What are cumulative preferred shares?
Preferred shares that entitle holders to receive all dividends in arrears plus current year’s dividends
This ensures shareholders receive any missed payments before common shareholders.
What are non-cumulative preferred shares?
Preferred shares that do not have a right to receive dividends in arrears
Holders may miss dividends if not declared in a given period.
How are dividends communicated for preferred shares?
As an annual dollar figure per share or as a dividend yield percentage
This indicates the income shareholders can expect from their investment.
What is the declaration date for dividends? Is a J/E required?
The date when the board of directors approves and declares a dividend
J/E of
DR. Dividends (SE)
CR. Dividends Payable (L)
Required
On this date, the dividend becomes a legal obligation.
What is the record date for dividends? Is a J/E required?

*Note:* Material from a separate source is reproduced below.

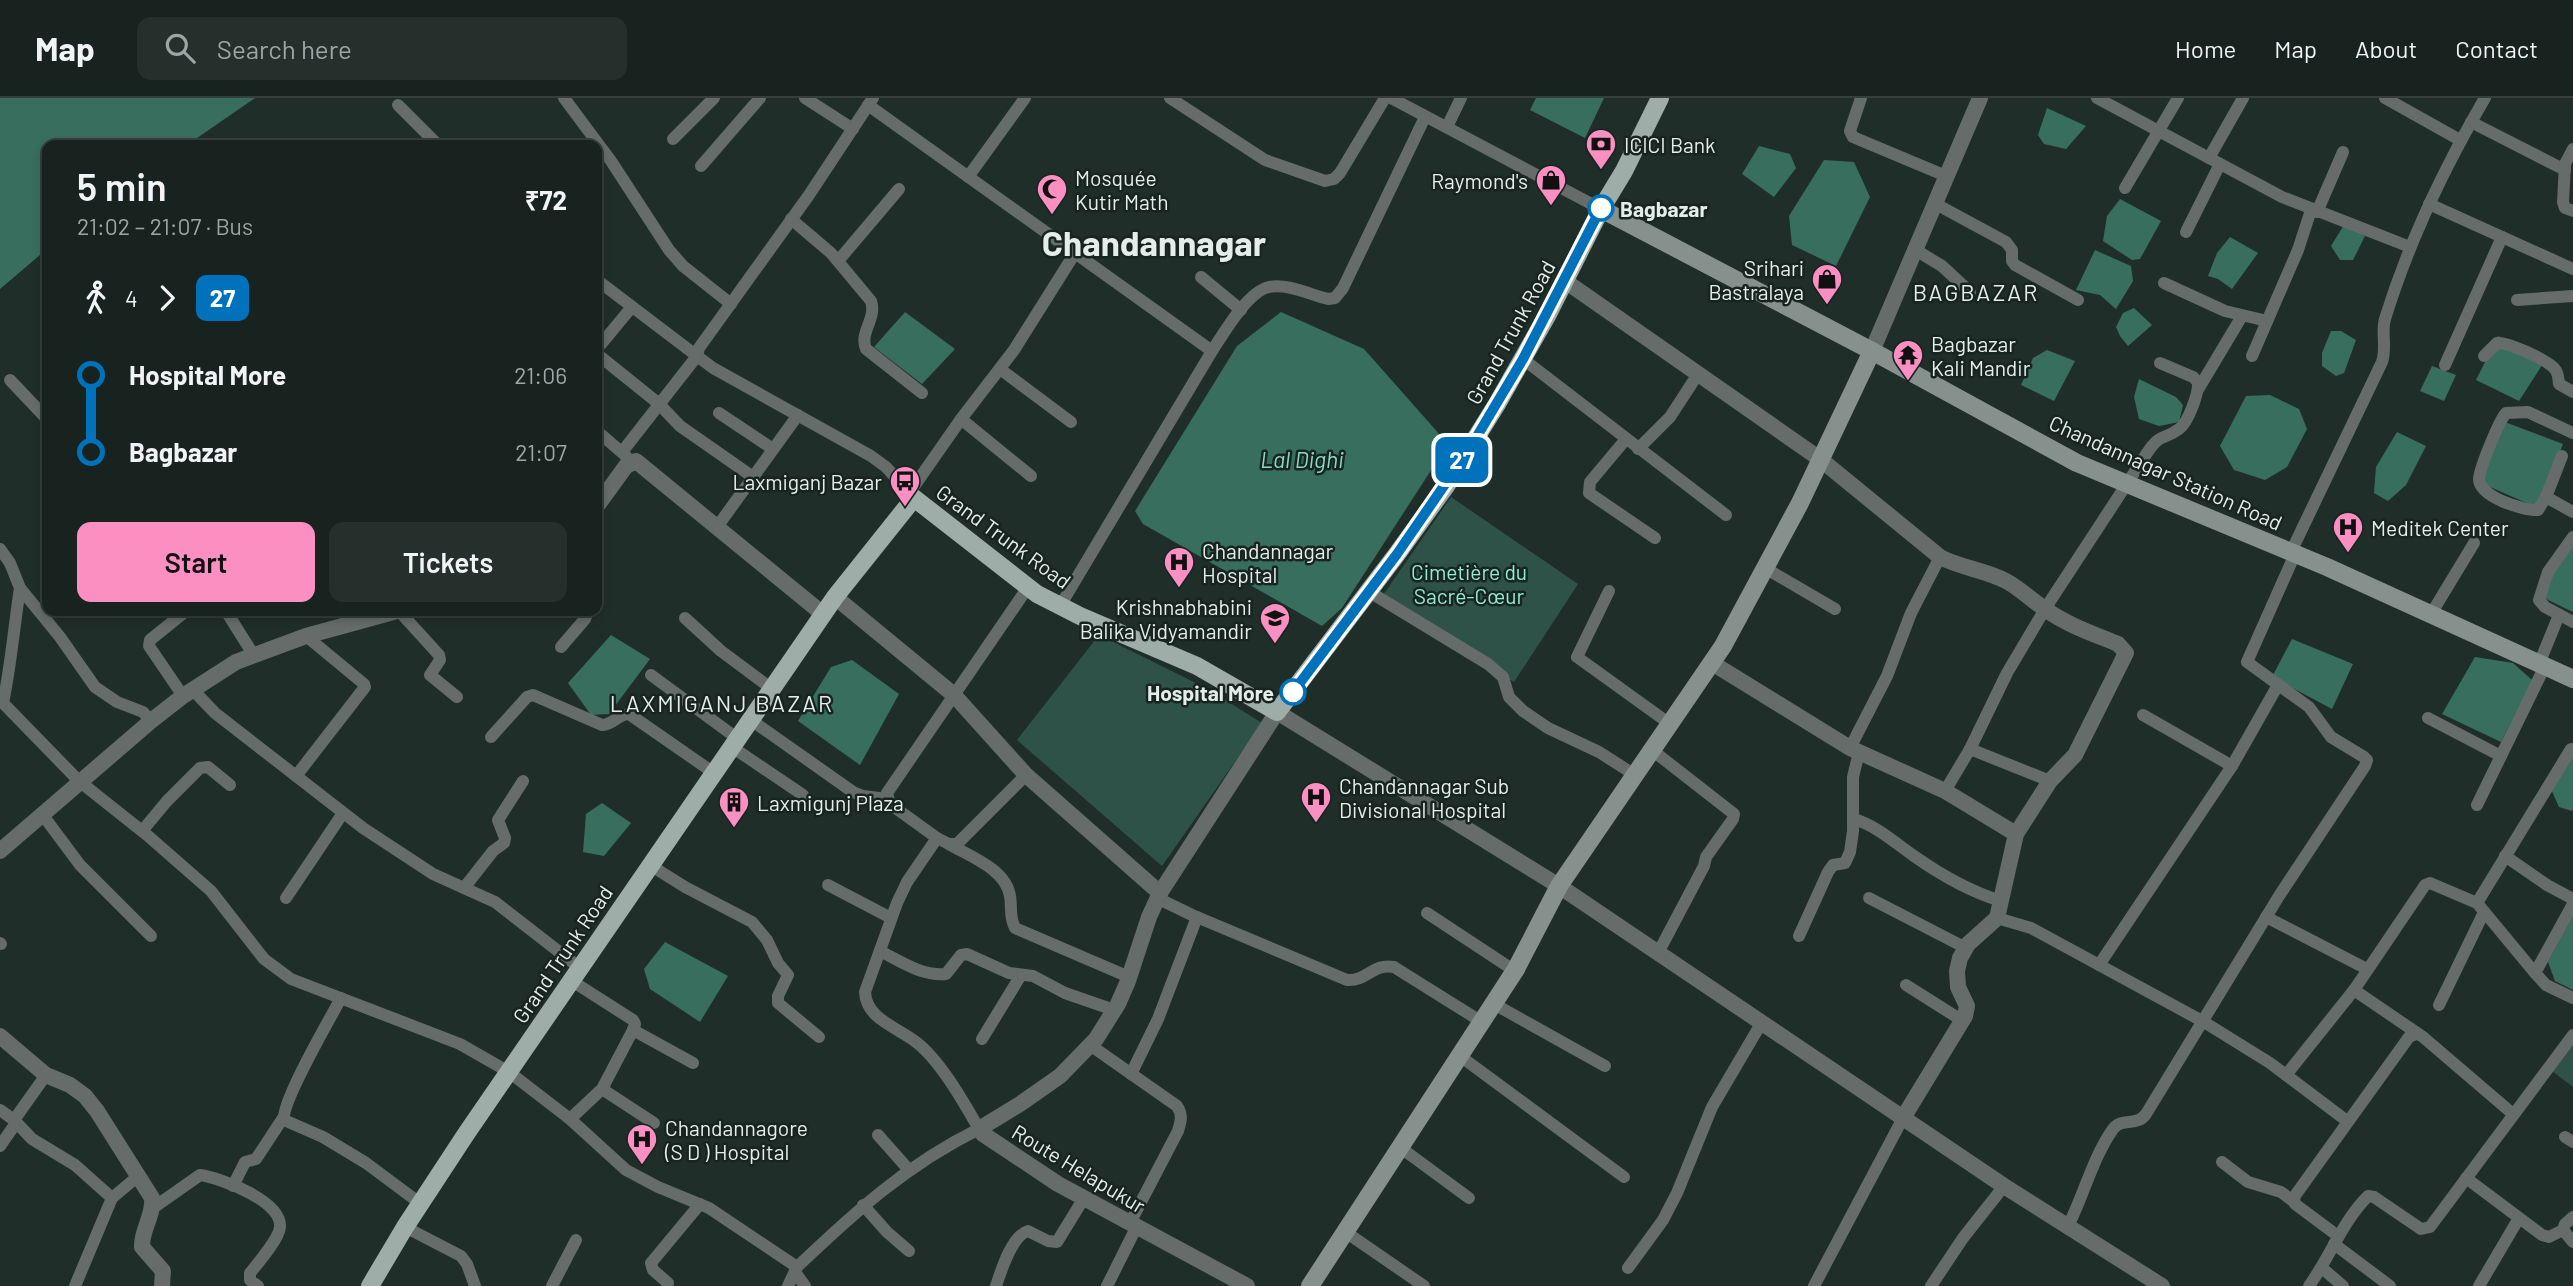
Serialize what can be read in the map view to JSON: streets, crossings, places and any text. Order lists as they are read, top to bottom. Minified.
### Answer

The date when the company prepares a list of current shareholders eligible for dividends. NO J/E REQUIRED
Only shareholders on this date receive dividends.
What is the payment date for dividends? Is a J/E required?
The date when the company recognizes the payment of dividends to shareholders
J/E OF
DR. Dividends Payable (L)
CR. Cash (A)
REQUIRED
This is when cash is actually disbursed.
What is the weighted-average cost of capital (WACC)?
The cost to acquire additional financing expressed as a percentage. Companies try to minimize their WACC
Companies aim to minimize their WACC.
What is the difference between bonds and equity in financing?
Bonds represent a promise to repay with interest, while equity represents ownership in the company
Companies can issue bonds in public markets similar to shares.
What is the order of priority among stakeholders during liquidation?
- Debtholders
- Bondholders
- Preferred Shareholders
- Common Shareholders
This order determines who gets paid first in the event of liquidation.
Fill in the blank: The __________ represents the total equity available divided by the number of shares outstanding.
book value per share
Fill in the blank: The __________ is used to connect investors with companies seeking capital.
public market
How do you alllocate dividends on common and preferred shares?
- Calculate dividend to be paid to preferred shareholders, including any preferred dividends in arrears if applicable
- Assign remaining to common shareholders
[EXAMPLE: ALLOCATE DIVIDENDS]
Company has 250,000 shares of 1.50 cumulative preferred shares outstanding and 300,000 common shares. At the end of fiscal year 2022, company declares a dividend of $800,000. Business did not pay a dividend in fiscal year 2021.
Following ‘How to Allocate’ Steps…
1. 250,000 x 1.5 = 375,000 + 375,000 (from 2021) = $750,000 dividend payment for preferred shares
2. Remaining: $50,000 dividends for common shareholders
What’s a dividend yield? What’s par value?
Dividend yield: percentage that tells us how much the company pays in dividends relative to the value of each share.